• _Exercise details_
Where the string "lines" occurs in a line of the data below, that line should be copied.

[Information]

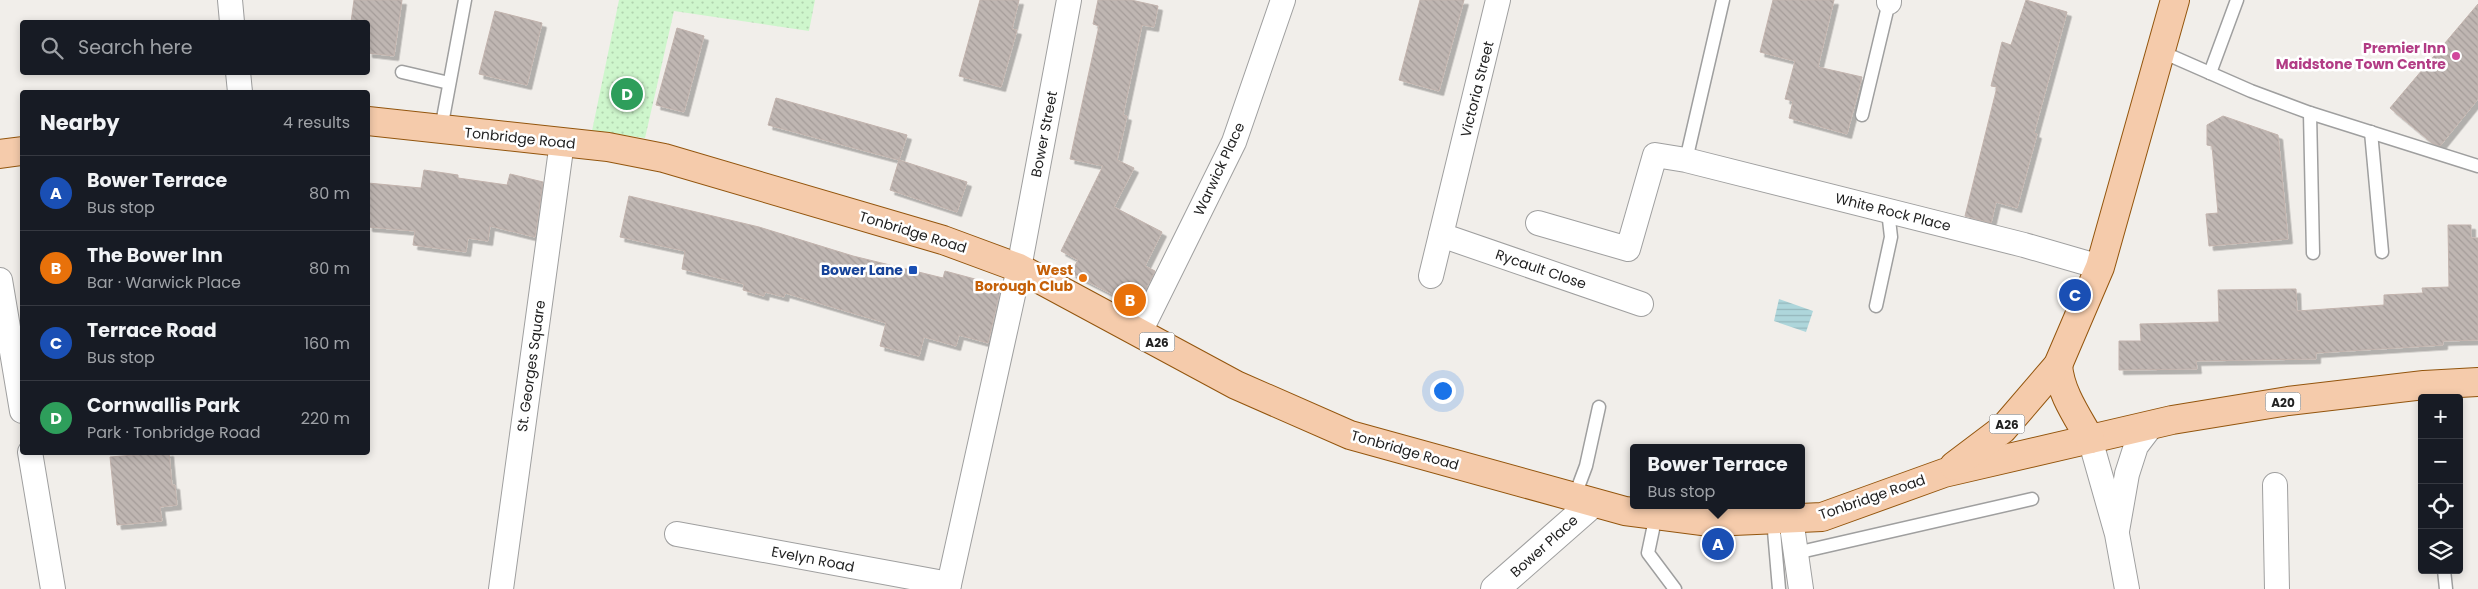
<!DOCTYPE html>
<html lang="en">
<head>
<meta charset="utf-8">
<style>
	:root { --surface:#171b24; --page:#20242c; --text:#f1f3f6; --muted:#9ea1a6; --line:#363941; --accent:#d93025 }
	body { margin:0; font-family:Poppins,sans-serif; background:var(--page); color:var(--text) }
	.controls { position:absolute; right:15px; bottom:15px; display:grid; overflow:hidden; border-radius:5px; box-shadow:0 2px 8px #0003 }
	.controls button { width:45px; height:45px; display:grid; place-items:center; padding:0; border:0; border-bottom:1px solid var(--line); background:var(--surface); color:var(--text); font:25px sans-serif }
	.you { position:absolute; left:1442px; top:390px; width:18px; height:18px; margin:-12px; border:4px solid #fff; border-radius:50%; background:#1a73e8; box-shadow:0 0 0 8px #1a73e833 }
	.badge { display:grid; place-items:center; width:32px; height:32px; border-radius:50%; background:var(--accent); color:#fff; font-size:16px; font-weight:700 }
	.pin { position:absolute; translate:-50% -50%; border:2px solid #fff; box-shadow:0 1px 5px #0006 }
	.popup { position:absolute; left:1630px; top:444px; width:175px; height:65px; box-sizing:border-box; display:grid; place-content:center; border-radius:5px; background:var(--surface); filter:drop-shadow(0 1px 4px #0005); font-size:16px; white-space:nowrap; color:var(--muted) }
	.popup b { font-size:19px; color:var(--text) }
	.popup::after { content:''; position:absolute; left:50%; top:100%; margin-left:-10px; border:10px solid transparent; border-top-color:var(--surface) }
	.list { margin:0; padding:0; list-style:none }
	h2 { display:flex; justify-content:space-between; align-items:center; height:65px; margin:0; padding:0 20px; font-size:21px }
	h2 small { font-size:16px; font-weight:400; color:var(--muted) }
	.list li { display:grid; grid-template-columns:32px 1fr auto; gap:15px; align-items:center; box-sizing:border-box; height:75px; padding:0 20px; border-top:1px solid var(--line) }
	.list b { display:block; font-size:19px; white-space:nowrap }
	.list p { margin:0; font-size:16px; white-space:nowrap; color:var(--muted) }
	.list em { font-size:16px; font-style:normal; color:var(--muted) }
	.icon { flex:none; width:28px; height:28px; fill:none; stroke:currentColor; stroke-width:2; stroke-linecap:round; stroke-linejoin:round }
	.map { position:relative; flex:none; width:2478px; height:589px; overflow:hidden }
	.search { position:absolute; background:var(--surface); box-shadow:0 2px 8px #0003; left:20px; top:20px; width:350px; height:55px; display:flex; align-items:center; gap:12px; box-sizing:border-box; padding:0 18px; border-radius:5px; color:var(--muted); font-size:19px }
	.panel { position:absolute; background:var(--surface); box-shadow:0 2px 8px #0003; left:20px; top:90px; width:350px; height:365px; border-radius:5px }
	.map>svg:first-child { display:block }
	.park { fill:url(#park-dots) }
	.water { fill:url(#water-rules) }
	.building { fill:url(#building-back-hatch); stroke:#c2b3ad; filter:url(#shadow) }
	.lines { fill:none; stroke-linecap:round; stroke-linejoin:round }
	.service-casing { stroke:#9f9f9f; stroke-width:15 }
	.minor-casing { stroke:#9f9f9f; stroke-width:26 }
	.tertiary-casing { stroke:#9f9f9f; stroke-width:30 }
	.primary-casing { stroke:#93550d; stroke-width:30 }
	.service { stroke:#fff; stroke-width:12 }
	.minor { stroke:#fff; stroke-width:24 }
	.tertiary { stroke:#fff; stroke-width:28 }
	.primary { stroke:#f5cbab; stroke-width:28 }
	.hotel-dot { fill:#d1479c; stroke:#fff; stroke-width:2 }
	.transit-dot { fill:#1a4fb4; stroke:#fff; stroke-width:2 }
	.food-dot { fill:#e8710a; stroke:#fff; stroke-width:2 }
	.labels { text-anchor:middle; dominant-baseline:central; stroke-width:5; stroke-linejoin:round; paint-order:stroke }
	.shield { fill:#fff; stroke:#646464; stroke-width:1 }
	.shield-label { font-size:12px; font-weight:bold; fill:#222 }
	.hotel-label { font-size:14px; font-weight:bold; fill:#b23c85; stroke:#fff; text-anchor:end }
	.street-label { font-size:14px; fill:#222; stroke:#fff }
	.transit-label { font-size:14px; font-weight:bold; fill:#164399; stroke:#fff; text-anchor:end }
	.food-label { font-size:14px; font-weight:bold; fill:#c56008; stroke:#fff; text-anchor:end }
</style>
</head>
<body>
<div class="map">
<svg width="2478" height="589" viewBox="0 0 2478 589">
	<defs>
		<pattern id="park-dots" width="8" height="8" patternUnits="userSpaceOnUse" patternTransform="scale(1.25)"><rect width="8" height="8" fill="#cef6cc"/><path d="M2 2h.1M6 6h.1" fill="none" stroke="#b1d3af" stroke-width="1.8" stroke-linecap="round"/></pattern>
		<pattern id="water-rules" width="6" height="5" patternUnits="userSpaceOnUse" patternTransform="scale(1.25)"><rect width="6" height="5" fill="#aed6db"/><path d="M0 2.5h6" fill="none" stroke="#95b7bc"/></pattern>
		<pattern id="building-back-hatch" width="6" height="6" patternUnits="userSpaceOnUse" patternTransform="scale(1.25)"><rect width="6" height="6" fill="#bfb6b2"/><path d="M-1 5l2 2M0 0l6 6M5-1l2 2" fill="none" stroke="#a49c99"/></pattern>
		<filter id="shadow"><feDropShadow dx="4.5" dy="4.5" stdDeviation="0" flood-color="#0004"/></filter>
	</defs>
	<rect width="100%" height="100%" fill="#f1eeea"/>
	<path class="park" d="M619 0H815L809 31 674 11 645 138 592 131Z"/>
	<path class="water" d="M1779 299 1813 311 1806 332 1774 321Z"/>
	<g class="building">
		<path d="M354 0H402L394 56 368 53V22H351Z"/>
		<path d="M980 0H1019L1012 29 1017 30 1001 87 959 76Z"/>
		<path d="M1098 0H1131L1158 6 1154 27 1142 25 1123 115 1127 116 1117 160 1134 168 1114 207 1162 232 1145 266 1155 271 1137 307 1071 273 1078 260 1061 251 1103 166 1070 159 1099 26 1093 24Z"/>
		<path d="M1420 0H1464L1439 91 1399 80Z"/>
		<path d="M1773 0H1834L1818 67 1862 77 1847 134 1789 118 1793 101 1785 99 1795 61 1760 52Z"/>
		<path d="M2026 0 2067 12 2034 133 2037 134 2017 208 1996 202 1991 223 1965 216 1997 87 1991 86 2002 42 2011 45Z"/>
		<path d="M2478 4V99L2440 146 2432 143 2390 108Z"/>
		<path d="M495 11 542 23 527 85 479 74Z"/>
		<path d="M677 28 704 36 684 112 656 105Z"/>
		<path d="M776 98 907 135 899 160 768 125Z"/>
		<path d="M2223 116 2278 135 2288 239 2209 246 2206 214 2218 213 2212 146 2207 145V125Z"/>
		<path d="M899 160 967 182 957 212 890 190Z"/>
		<path d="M424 170 458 175V178L507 185 510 174 543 182 535 237 490 226 488 241 468 238 466 252 413 245 415 231 368 227V183L421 188Z"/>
		<path d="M629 196 759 227 853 256 943 278 945 271 1001 286 988 343 959 335 956 346 924 337 919 356 880 346 886 323 785 293 784 297 765 292 764 296 743 290 744 284 682 269 685 251 620 237Z"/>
		<path d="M2448 225H2471V238H2478V340L2443 341V345L2316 353V359L2196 361 2197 369 2119 370V341H2141L2140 324 2219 322 2218 290 2296 289 2297 311 2384 305V295L2423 293 2422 288 2449 287Z"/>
		<path d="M169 452 172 485H175L177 505 160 507 162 521 117 525 110 457Z"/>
	</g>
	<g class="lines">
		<g class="service-casing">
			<g id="service">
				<path d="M2162 52 2251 91 2310 113 2478 166"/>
				<path d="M402 72 449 83"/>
				<path d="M2210 73 2237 0"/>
				<path d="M2310 113 2313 253"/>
				<path d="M1862 115 1889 2"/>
				<path d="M441 129 465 0"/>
				<path d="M2371 132 2382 252"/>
				<path d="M1686 160 1723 0"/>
				<path d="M1876 306 1891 237 1888 211"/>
				<path d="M1574 498 1586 466 1599 407"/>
				<path d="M1656 515 1648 553 1675 589"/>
				<path d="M1773 519 1779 589"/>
				<path d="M1796 553 2032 499"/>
				<path d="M2444 570 2446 589"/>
			</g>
		</g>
		<g class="minor-casing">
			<g id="minor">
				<path d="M230 0 232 22"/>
				<path d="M1889 2V0"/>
				<path d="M238 72 240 92"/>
				<path d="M1538 223 1628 249 1655 155 1686 160 2024 245 2100 267"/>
				<path d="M1441 235 1641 304"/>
				<path d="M1431 276 1498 0"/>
				<path d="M0 280 22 411"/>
				<path d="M1140 332 1234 142 1283 0"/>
				<path d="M2090 439 2117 534 2127 589"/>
				<path d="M30 452 53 589"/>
				<path d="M2275 485 2277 589"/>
				<path d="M1791 519 1801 589"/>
				<path d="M2117 531 2127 474 2136 446 2152 425"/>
				<path d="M677 534 949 584"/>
				<path d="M501 589 562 142"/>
				<path d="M948 589 1019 268 1069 0"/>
			</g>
		</g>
		<g class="tertiary-casing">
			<path id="tertiary" d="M1495 589 1593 503"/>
		</g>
		<g class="primary-casing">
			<g id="primary">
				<path d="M368 121 608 147 664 158 943 240 1019 268 1236 385 1350 435 1625 511 1710 522 1822 517 1944 473 2172 420 2288 401 2424 385 2478 382"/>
				<path d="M0 154 22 151"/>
				<path d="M2058 365C2060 392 2077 416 2090 439"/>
				<path d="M1954 466 2003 429 2058 365 2100 267 2175 0"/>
			</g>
		</g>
		<use href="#service" class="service"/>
		<use href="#minor" class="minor"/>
		<use href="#tertiary" class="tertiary"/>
		<use href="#primary" class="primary"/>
	</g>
	<circle class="hotel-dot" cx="2456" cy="56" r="5"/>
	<rect class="transit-dot" x="908" y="265" width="10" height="10" rx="2.5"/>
	<circle class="food-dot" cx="1083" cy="278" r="5"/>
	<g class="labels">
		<g class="shield">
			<rect x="1139.5" y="332.5" width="35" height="19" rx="4"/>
			<rect x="2265.5" y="392.5" width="35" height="19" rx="4"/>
			<rect x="1989.5" y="414.5" width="35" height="19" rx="4"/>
		</g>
		<g class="shield-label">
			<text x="1157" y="342">A26</text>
			<text x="2283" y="402">A20</text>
			<text x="2007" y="424">A26</text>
		</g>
		<g class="hotel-label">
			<text x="2446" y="48">Premier Inn<tspan x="2446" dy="16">Maidstone Town Centre</tspan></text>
		</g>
		<g class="street-label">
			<text transform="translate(1477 89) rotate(-76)">Victoria Street</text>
			<text transform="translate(1044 134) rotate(-79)">Bower Street</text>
			<text transform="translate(520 138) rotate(6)">Tonbridge Road</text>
			<text transform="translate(1219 169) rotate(-65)">Warwick Place</text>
			<text transform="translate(1893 212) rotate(14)">White Rock Place</text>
			<text transform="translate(913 232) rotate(17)">Tonbridge Road</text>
			<text transform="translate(1541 269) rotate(19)">Rycault Close</text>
			<text transform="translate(531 366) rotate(-82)">St. Georges Square</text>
			<text transform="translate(1405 450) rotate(16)">Tonbridge Road</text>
			<text transform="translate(1872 497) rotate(-19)">Tonbridge Road</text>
			<text transform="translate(1544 546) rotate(-42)">Bower Place</text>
			<text transform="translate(813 559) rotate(11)">Evelyn Road</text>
		</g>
		<g class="transit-label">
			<text x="903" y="270">Bower Lane</text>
		</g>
		<g class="food-label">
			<text x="1073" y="270">West<tspan x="1073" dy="16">Borough Club</tspan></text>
		</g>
	</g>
</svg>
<div class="controls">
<button>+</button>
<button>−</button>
<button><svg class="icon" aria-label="locate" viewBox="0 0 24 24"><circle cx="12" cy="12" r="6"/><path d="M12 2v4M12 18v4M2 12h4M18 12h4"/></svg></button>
<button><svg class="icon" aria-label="layers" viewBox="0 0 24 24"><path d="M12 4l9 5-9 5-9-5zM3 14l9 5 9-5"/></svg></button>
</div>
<div class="you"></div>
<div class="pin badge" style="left:1718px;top:544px;background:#1a4fb4">A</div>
<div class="popup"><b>Bower Terrace</b>Bus stop</div>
<div class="pin badge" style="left:1130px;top:300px;background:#e8710a">B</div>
<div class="pin badge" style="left:2075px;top:295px;background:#1a4fb4">C</div>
<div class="pin badge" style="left:627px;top:94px;background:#2e9e5b">D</div>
<div class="search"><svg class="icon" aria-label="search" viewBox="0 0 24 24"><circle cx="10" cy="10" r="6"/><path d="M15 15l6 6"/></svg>Search here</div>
<section class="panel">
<h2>Nearby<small>4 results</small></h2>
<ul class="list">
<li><span class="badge" style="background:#1a4fb4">A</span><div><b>Bower Terrace</b><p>Bus stop</p></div><em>80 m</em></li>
<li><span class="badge" style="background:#e8710a">B</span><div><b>The Bower Inn</b><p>Bar · Warwick Place</p></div><em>80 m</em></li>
<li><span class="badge" style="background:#1a4fb4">C</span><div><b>Terrace Road</b><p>Bus stop</p></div><em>160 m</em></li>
<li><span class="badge" style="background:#2e9e5b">D</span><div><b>Cornwallis Park</b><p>Park · Tonbridge Road</p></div><em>220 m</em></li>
</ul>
</section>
</div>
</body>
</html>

[/Information]

• _Written solution_
	.lines { fill:none; stroke-linecap:round; stroke-linejoin:round }
	<g class="lines">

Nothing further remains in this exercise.